The mobile welder is visiting on Mon to repair our old Fisher. Hate the thought of giving up on the 32-NC, but now we'll have the option of going back to the Fisher if I get too frustrated.

Your mention of negative pressure reminded me that we changed over our ancient wooden windows and storm sashes (very tight) a few years ago... the house hasn't seemed as as warm since then. Probably not a coincidence.
 

Highbeam

Minister of Fire
Dec 28, 2006
19,698
Mt. Rainier Foothills, WA
Many chimney sweeps are helpful but some are lazy. Those screened caps can plug up with junk and cause this problem.

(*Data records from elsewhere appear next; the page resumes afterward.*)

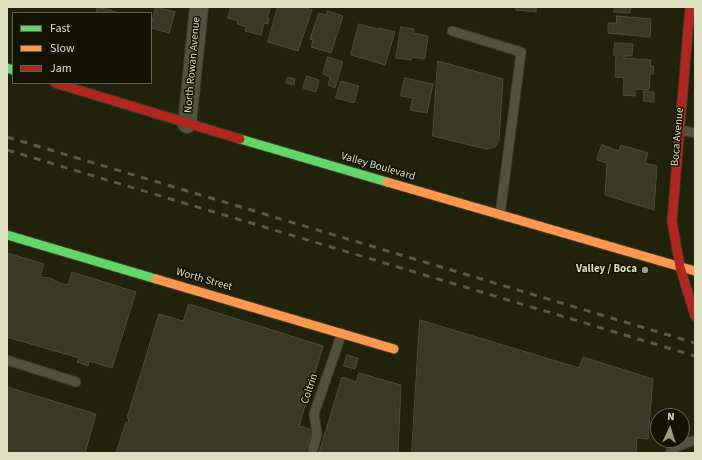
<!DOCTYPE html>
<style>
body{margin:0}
#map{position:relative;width:702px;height:460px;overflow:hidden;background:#21220a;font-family:"Source Sans 3",sans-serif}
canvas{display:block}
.frame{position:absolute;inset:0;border:8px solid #dbdfc0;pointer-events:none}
.legend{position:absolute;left:12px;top:12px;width:140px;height:72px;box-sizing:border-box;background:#121300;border:1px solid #62654d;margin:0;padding:5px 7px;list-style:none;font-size:12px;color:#dbdfc0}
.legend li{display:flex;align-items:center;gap:8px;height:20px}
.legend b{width:20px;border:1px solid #62654d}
.north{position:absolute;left:650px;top:408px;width:40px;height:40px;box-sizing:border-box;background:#121300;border:1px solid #62654d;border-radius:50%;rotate:4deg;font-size:11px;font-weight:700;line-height:16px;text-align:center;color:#dbdfc0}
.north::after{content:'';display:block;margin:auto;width:14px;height:18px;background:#9a9d80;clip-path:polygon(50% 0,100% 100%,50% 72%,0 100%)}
</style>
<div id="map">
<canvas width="702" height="460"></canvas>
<div class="frame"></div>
<ul class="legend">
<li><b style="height:5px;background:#63d668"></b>Fast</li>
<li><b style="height:5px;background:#ff974d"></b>Slow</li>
<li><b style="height:5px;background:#b3261e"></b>Jam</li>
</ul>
<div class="north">N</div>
</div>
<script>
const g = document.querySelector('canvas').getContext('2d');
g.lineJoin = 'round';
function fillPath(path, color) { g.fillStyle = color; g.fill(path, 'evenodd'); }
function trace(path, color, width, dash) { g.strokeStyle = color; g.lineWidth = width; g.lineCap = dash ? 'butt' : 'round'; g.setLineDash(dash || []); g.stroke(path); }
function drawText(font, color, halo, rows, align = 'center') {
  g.font = font + ' "Source Sans 3",sans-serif'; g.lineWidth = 3; g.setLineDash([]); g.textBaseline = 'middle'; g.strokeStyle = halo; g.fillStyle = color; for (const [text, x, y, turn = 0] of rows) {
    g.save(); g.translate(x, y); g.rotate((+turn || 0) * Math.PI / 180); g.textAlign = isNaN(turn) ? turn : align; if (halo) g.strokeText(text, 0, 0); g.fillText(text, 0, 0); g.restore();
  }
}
const building = new Path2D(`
 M98 7H100L119 13H96Z
 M156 7 175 12 169 33 151 28Z
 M231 7H271L267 18H269L268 24 264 23 261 35 245 31 246 27 237 24 238 21 228 18Z
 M278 7H302L312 10 298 51 268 42Z
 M517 7H536V12L516 10Z
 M615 7H631L630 13 614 12Z
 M328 11 343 16 331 53 311 47 313 40 310 39 319 13 326 15Z
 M617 16 651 19 650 37 608 33V23H616Z
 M359 24 372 28V27L379 30V28L395 32 385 65 351 55Z
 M401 27 414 29 413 33 428 36 425 59 412 57 411 60 396 58Z
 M615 43 633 44 632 56H624V58L651 60 650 66H654L653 74H650L649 90 635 89V96L623 95 624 78 615 77 616 55H614Z
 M328 57 343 62 335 88 328 85 330 77 323 74Z
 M438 61 503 79 499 141 495 147 486 149 433 136Z
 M307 76 319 80 316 92 303 88Z
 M288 77 295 79 294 85 286 83Z
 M405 78 433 84 427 113 410 110 413 98 401 96Z
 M341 81 359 86 354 103 336 98Z
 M644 91 654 92V102L644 101Z
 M602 145 619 151 621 145 648 153 645 163 657 166 654 210 605 195 607 163 597 160Z
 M7 253 44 264 40 277 50 278 60 283 68 285 72 272 136 292 112 368 89 361 88 366 77 362 79 358 7 337Z
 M189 304 323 346 299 426 312 430 305 453H116L126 422 128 423 129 418H127L159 314 183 321Z
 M420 320 579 368 583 357 653 379 648 439 637 438 636 453H412Z
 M347 355 358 358 355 369 344 366Z
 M359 373 401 385 398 453H319L342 377 356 382Z
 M7 387 96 414 85 453H7Z`);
fillPath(building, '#3b3a26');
trace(building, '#504e36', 1);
const lane = new Path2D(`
 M452 31 521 52 500 215
 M680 130 695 133
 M7 360 76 382
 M312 453 317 434 314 414 342 333
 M670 453 672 449 691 441H695`);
const street = new Path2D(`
 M187 124 199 7`);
const fast = new Path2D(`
 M7 68 13 70
 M240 139 387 182
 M7 235 156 279`);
const slow = new Path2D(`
 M387 182 695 271
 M156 279 394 349`);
const jam = new Path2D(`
 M690 7 672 221 680 267 695 316
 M55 83 240 139`);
trace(lane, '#393b29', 11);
trace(street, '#393b29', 20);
trace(fast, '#393b29', 11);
trace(slow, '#393b29', 11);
trace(jam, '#393b29', 11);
trace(lane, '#51523d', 9);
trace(street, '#51523d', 18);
trace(fast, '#63d668', 9);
trace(slow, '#ff974d', 9);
trace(jam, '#b3261e', 9);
trace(new Path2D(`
 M7 137 695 343
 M7 150 695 356`), '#5a5b48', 3, [7, 7]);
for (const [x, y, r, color] of [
 [645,270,4,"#9a9d80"]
]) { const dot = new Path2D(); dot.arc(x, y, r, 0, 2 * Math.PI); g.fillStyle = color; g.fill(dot); trace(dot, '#121300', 1.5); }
drawText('11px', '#dbdfc0', '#121300', [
 ["North Rowan Avenue",193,65,-85],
 ["Boca Avenue",678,137,-85],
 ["Valley Boulevard",378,167,16],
 ["Worth Street",204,280,16],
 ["Coltrin",310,389,-71]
]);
drawText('bold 11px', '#dbdfc0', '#121300', [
 ["Valley / Boca",637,270]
], 'right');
</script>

Also, are you sure that the cap at the bottom of the tee just outside your block wall is tightly in place?
 

lebrunmn

New Member
Jan 21, 2022
34
Hampshire Co. WVa
6. Our installer did not recommend an outside air intake, since the stove is below grade. (He said it could be a smoke hazard, but didn't go into why.)
Quoting my own post, but I was wondering if anyone understands why our stove person didn't recommend installing an OAK? Did they just not want to put another hole in the block or is there an inherent safety issue with adding an OAK that is positioned above the stove? As I begin to explore the negative pressure theory of why this stove won't burn well, I was wondering what the physics of this might be.

Thanks,

-Mark
 

stoveliker

Minister of Fire
Nov 17, 2019
4,353
Long Island NY
Yes, if you have a draft reversal in your chimney, you can have hot gases be pushed into your oak, leading to fire.

It's therefore against code to have an oak be not below horizontal.
 

stoveliker

Minister of Fire
Nov 17, 2019
4,353
Long Island NY
Another way is to think that with an oak going up, you have two chimneys. And you can't choose which one the fire will choose.
 

Enplater

Member
Jun 6, 2017
145
NH
I seem to remember a post about an englander 30 and the air damper wasn’t working, no matter the position. It was some kind of defect from the factory. Not saying this is your problem but something to keep in mind if all else fails.
Sounds like when I had my first fire in my 30, I was using wood that I was assuming was dry (wasn’t) and was having similar results to you. Also when I start a fire I need to have the garage door open and the door open that goes into the garage open or I will get reverse draft. It’s possible to get it going without those doors open if you get a hot, top-down fire going fast with dry pine on the top of the stack and a blow torch to start the newspaper knots.
I have 24’ of prefab chimney pipe outside.
Your easiest thing to do is confirm the wood is the issue by getting some kiln dried wood and/or some of those compressed sawdust logs.
I’m interested to see what your issue ends up being.